Parvenu à ce stade, l’on finit par découvrir que que la construction du disque est tout à fait logique, avec sa mise en miroir autant que possible de procédés d’écriture (basse obstinée, fugues, canons) ou de transposition (du registre populaire au registre savant) et ce fil conducteur qui sous-tend l’enregistrement lui donne tout son sens, expliquant aussi certains passages à vide (St Martin’s Lane d’un assoupissement bourgeois) alors même que Les Esprits Animaux font preuve ailleurs d’une vivacité frémissante (Les Sauvages revus par Corrette d’une boulimie irrésistible), d’une noirceur ample (Passacaglio à 4 de Marini où les cordes presque hésitantes, aux subtiles inflexions, pressent les chromatismes jusqu’aux larmes), d’une virtuosité racée (Ciacona de Merula sur tétracorde bien obstiné).
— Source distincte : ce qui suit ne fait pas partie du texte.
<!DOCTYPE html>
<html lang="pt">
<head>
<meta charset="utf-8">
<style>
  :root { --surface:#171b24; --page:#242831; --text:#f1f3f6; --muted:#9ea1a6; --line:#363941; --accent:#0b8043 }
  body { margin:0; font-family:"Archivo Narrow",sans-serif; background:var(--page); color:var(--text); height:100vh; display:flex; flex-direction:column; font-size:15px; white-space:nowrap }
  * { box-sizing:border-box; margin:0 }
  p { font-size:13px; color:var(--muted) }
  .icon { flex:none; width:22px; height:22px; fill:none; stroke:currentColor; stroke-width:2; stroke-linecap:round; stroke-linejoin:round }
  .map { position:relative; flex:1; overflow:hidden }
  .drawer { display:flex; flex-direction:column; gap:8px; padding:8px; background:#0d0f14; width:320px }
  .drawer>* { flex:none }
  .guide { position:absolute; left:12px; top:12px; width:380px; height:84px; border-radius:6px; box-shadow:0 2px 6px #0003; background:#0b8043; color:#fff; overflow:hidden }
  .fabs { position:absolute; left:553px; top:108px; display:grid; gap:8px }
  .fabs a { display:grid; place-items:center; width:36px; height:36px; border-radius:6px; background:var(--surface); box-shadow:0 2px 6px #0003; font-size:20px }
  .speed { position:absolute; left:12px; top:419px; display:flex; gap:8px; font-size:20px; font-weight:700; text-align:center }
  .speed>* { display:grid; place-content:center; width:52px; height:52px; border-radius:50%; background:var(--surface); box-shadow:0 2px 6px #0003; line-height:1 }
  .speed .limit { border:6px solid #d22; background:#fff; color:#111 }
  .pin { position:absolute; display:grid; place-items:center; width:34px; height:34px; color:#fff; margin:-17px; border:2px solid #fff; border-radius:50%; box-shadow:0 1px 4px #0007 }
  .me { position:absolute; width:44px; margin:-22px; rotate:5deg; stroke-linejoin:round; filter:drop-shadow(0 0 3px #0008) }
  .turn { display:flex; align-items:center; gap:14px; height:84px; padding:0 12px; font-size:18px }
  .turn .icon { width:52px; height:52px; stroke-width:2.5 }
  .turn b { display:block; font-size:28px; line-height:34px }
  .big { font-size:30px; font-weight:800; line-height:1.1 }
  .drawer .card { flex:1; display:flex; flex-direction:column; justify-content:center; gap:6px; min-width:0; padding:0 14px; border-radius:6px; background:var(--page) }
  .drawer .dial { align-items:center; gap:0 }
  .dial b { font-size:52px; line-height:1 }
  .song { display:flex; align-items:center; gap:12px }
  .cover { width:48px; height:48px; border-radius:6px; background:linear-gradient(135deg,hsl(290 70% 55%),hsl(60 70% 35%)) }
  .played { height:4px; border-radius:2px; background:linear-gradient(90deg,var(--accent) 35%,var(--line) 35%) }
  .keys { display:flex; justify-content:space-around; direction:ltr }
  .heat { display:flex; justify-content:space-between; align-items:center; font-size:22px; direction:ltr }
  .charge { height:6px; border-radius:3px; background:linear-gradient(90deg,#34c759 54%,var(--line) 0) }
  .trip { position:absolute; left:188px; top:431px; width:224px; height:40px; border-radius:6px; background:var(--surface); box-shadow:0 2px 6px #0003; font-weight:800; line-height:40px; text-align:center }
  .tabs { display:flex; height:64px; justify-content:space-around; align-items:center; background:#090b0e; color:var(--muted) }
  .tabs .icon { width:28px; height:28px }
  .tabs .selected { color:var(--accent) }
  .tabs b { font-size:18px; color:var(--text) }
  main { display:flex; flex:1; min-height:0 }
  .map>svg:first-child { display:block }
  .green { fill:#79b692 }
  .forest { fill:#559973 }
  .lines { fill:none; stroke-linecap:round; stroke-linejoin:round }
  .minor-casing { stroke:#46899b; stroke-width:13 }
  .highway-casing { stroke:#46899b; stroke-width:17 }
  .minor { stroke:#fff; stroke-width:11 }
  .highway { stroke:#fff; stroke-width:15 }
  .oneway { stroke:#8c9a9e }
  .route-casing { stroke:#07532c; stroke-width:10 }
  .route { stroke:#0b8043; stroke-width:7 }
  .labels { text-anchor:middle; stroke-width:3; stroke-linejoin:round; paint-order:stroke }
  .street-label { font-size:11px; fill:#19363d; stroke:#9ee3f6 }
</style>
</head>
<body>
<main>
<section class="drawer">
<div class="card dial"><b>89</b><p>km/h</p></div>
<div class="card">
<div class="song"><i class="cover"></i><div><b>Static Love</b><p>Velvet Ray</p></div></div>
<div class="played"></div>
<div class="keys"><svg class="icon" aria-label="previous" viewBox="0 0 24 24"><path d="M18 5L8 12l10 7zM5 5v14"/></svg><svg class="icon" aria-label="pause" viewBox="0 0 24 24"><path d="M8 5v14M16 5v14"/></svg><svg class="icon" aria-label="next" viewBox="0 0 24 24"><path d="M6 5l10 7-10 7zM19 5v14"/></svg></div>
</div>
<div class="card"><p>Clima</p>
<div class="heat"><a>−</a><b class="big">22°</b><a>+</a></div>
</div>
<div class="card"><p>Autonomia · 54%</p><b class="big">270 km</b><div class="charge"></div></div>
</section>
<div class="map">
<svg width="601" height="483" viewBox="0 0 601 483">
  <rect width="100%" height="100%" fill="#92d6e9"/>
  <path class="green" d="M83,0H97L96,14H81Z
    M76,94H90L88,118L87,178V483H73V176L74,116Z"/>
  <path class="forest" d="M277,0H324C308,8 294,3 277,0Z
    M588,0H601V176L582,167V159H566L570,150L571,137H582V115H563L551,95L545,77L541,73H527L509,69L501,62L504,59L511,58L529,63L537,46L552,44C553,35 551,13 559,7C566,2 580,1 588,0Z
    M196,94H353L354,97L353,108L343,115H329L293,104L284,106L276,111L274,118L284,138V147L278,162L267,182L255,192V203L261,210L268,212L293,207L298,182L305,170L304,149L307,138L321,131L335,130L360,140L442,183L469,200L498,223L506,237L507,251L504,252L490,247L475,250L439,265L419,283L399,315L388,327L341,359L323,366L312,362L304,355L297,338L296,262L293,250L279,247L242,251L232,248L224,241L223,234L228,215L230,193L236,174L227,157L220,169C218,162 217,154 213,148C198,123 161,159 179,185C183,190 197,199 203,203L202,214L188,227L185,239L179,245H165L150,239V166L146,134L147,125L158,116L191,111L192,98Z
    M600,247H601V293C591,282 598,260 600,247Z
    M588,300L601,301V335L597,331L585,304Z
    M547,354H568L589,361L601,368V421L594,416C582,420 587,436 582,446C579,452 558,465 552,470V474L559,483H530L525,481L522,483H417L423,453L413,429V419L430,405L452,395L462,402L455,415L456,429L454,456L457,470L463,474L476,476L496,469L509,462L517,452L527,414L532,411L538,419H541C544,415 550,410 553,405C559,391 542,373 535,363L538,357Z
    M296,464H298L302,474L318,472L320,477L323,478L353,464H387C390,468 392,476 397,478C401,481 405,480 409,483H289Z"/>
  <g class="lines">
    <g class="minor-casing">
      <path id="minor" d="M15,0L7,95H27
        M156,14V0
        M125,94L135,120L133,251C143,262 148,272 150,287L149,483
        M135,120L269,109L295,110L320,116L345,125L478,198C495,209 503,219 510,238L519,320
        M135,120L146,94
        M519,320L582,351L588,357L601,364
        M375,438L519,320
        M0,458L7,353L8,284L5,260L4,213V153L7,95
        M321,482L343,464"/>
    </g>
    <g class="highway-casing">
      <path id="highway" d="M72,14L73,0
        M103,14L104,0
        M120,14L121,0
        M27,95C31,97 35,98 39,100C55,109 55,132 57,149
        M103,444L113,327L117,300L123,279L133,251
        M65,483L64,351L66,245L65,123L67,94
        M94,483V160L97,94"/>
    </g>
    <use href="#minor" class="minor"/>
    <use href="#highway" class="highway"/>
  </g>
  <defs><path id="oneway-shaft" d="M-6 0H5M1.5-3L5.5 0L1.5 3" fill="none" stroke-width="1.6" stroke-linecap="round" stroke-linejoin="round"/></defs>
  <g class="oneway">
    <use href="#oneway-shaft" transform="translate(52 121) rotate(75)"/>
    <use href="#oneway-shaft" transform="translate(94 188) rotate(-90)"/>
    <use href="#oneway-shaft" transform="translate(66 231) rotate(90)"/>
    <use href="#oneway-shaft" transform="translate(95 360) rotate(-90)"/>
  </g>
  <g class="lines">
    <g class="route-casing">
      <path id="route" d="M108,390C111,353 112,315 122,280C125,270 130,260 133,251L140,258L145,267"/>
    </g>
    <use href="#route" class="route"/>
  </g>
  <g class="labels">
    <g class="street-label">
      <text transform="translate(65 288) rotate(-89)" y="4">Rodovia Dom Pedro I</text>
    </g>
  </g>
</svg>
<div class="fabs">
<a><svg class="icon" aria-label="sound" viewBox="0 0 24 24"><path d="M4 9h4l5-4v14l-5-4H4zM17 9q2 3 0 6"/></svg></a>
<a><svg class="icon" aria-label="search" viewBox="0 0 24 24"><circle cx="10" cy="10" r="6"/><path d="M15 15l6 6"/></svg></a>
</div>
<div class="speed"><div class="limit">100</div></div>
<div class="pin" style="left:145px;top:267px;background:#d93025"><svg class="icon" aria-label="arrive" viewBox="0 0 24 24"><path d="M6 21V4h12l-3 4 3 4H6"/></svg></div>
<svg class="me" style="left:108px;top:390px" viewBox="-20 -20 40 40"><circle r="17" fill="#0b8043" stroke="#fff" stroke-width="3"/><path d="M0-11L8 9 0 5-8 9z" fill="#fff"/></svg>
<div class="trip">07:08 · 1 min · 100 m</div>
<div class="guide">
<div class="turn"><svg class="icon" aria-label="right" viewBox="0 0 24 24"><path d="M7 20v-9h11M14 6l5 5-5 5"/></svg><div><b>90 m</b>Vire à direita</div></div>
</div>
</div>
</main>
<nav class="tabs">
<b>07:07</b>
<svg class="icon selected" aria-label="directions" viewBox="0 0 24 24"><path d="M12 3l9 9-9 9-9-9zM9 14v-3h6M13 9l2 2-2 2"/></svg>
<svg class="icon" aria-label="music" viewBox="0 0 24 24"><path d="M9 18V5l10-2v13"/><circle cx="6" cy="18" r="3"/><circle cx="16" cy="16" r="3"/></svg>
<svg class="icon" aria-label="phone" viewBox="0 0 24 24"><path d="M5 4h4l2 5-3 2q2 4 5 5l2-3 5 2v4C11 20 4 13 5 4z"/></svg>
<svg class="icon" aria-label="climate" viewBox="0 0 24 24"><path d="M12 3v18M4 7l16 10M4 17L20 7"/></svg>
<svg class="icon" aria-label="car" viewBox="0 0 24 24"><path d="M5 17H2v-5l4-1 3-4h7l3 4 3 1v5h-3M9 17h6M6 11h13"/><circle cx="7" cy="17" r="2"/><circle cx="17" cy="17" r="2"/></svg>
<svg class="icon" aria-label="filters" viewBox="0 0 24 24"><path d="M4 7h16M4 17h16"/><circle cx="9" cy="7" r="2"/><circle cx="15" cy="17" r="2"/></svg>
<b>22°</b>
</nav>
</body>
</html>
Ajoutons que les musiciens dénotent une complicité et une maîtrise technique indiscutables, si bien qu’en dépit des effectifs chambristes, l’on est souvent impressionné par la grandeur « visuelle » de l’image sonore, très saturée.
Transfigurations, c’est l’histoire d’un caméléon, difficile à cerner, à la beauté changeante et l’on ne saurait tirer la langue à une telle bestiole.
Armance d’Esparre
Technique : enregistrement coloré mais froid, beau timbre des cordes.